[Opening EXCERPTED DATA section]
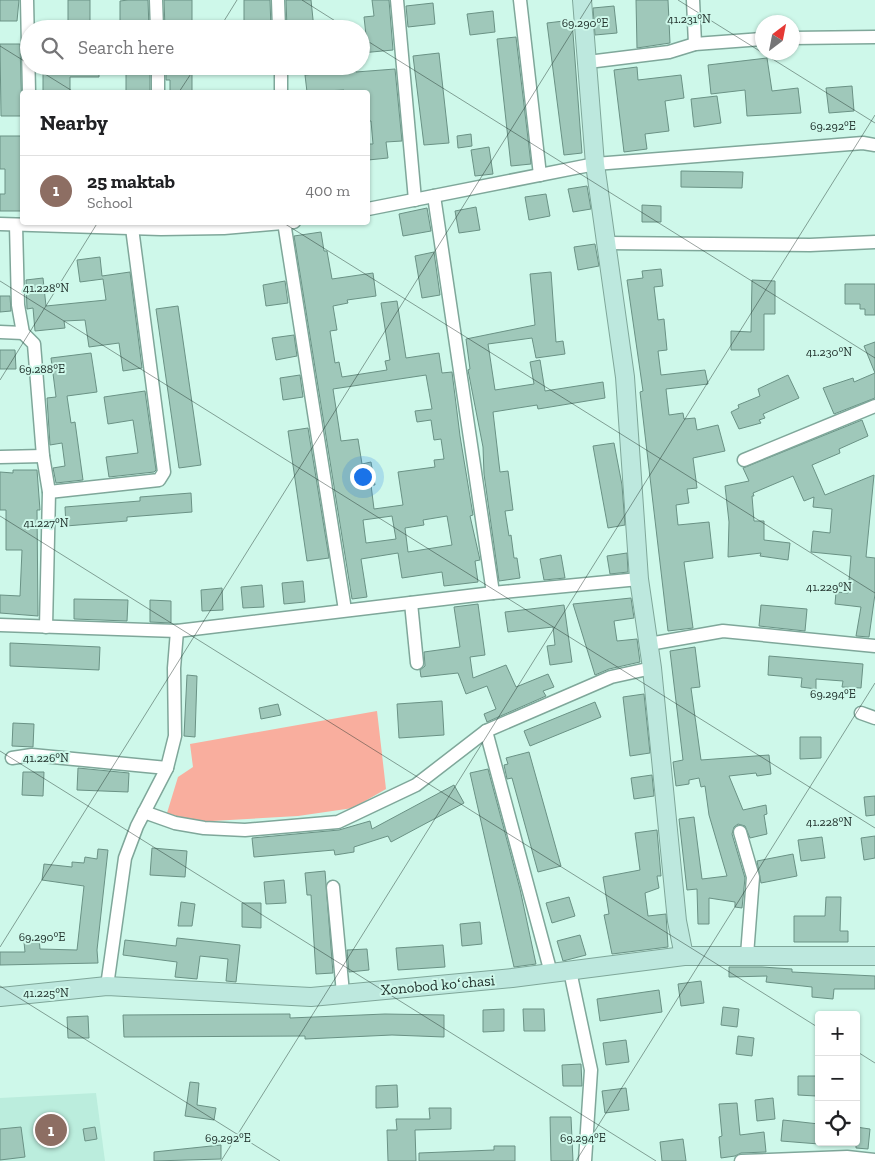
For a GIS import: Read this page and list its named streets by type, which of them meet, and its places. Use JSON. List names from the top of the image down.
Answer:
{
  "streets": {
    "street": ["Xonobod koʻchasi"]
  },
  "north": "top right",
  "page": {
    "search": "Search here",
    "heading": "Nearby",
    "list": [
      {
        "mark": "1",
        "name": "25 maktab",
        "note": "School",
        "value": "400 m"
      }
    ],
    "map_buttons": ["+", "−"],
    "pins": "1"
  },
  "coordinates": [
    "41.231°N",
    "69.290°E",
    "69.292°E",
    "41.228°N",
    "41.230°N",
    "69.288°E",
    "41.227°N",
    "41.229°N",
    "69.294°E",
    "41.226°N",
    "41.225°N"
  ]
}
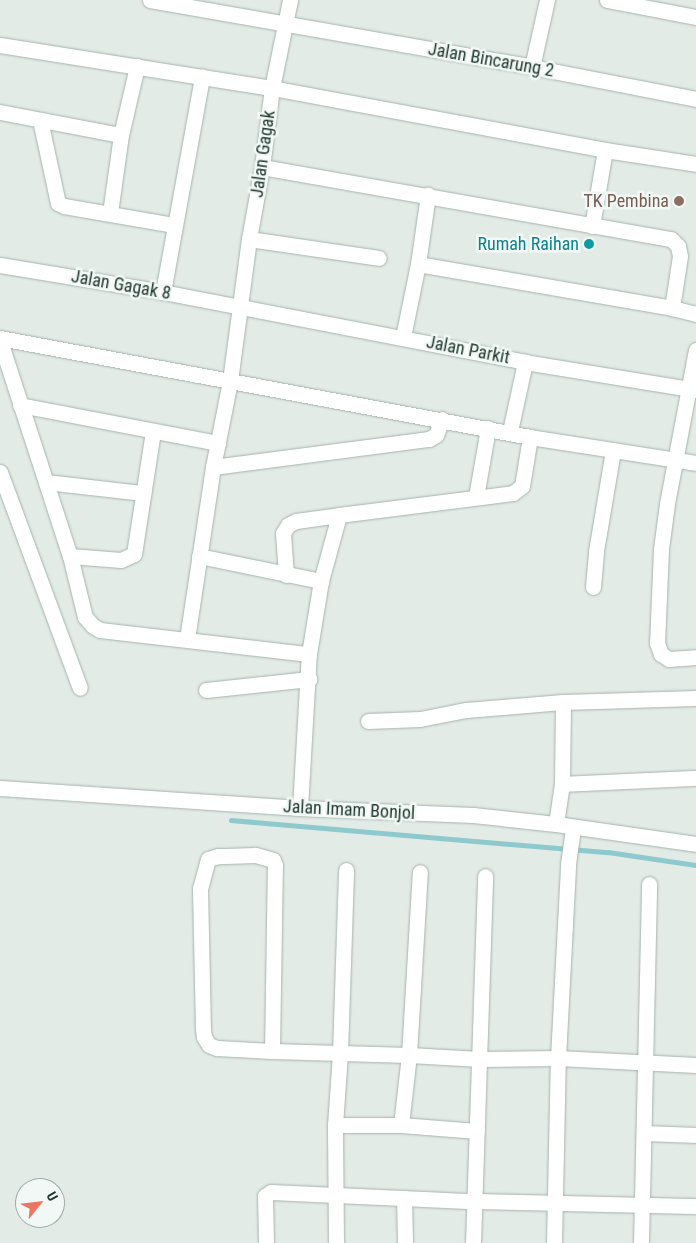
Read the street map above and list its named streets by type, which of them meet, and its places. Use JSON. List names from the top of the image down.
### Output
{
  "streets": {
    "street": [
      "Jalan Bincarung 2",
      "Jalan Gagak",
      "Jalan Gagak 8",
      "Jalan Parkit",
      "Jalan Imam Bonjol"
    ]
  },
  "crossings": [
    ["Jalan Bincarung 2", "Jalan Gagak"],
    ["Jalan Gagak", "Jalan Gagak 8"],
    ["Jalan Gagak", "Jalan Parkit"],
    ["Jalan Gagak 8", "Jalan Parkit"]
  ],
  "places": ["TK Pembina", "Rumah Raihan"],
  "north": "top right"
}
[Closing EXCERPTED DATA section]
--- YOUR TASK ---
In the copy, every entry must appear exactly as written, and no picture may appear.

--- EXERCISE SOLUTION ---
For a GIS import: Read this page and list its named streets by type, which of them meet, and its places. Use JSON. List names from the top of the image down.
Answer:
{
  "streets": {
    "street": ["Xonobod koʻchasi"]
  },
  "north": "top right",
  "page": {
    "search": "Search here",
    "heading": "Nearby",
    "list": [
      {
        "mark": "1",
        "name": "25 maktab",
        "note": "School",
        "value": "400 m"
      }
    ],
    "map_buttons": ["+", "−"],
    "pins": "1"
  },
  "coordinates": [
    "41.231°N",
    "69.290°E",
    "69.292°E",
    "41.228°N",
    "41.230°N",
    "69.288°E",
    "41.227°N",
    "41.229°N",
    "69.294°E",
    "41.226°N",
    "41.225°N"
  ]
}
Read the street map above and list its named streets by type, which of them meet, and its places. Use JSON. List names from the top of the image down.
### Output
{
  "streets": {
    "street": [
      "Jalan Bincarung 2",
      "Jalan Gagak",
      "Jalan Gagak 8",
      "Jalan Parkit",
      "Jalan Imam Bonjol"
    ]
  },
  "crossings": [
    ["Jalan Bincarung 2", "Jalan Gagak"],
    ["Jalan Gagak", "Jalan Gagak 8"],
    ["Jalan Gagak", "Jalan Parkit"],
    ["Jalan Gagak 8", "Jalan Parkit"]
  ],
  "places": ["TK Pembina", "Rumah Raihan"],
  "north": "top right"
}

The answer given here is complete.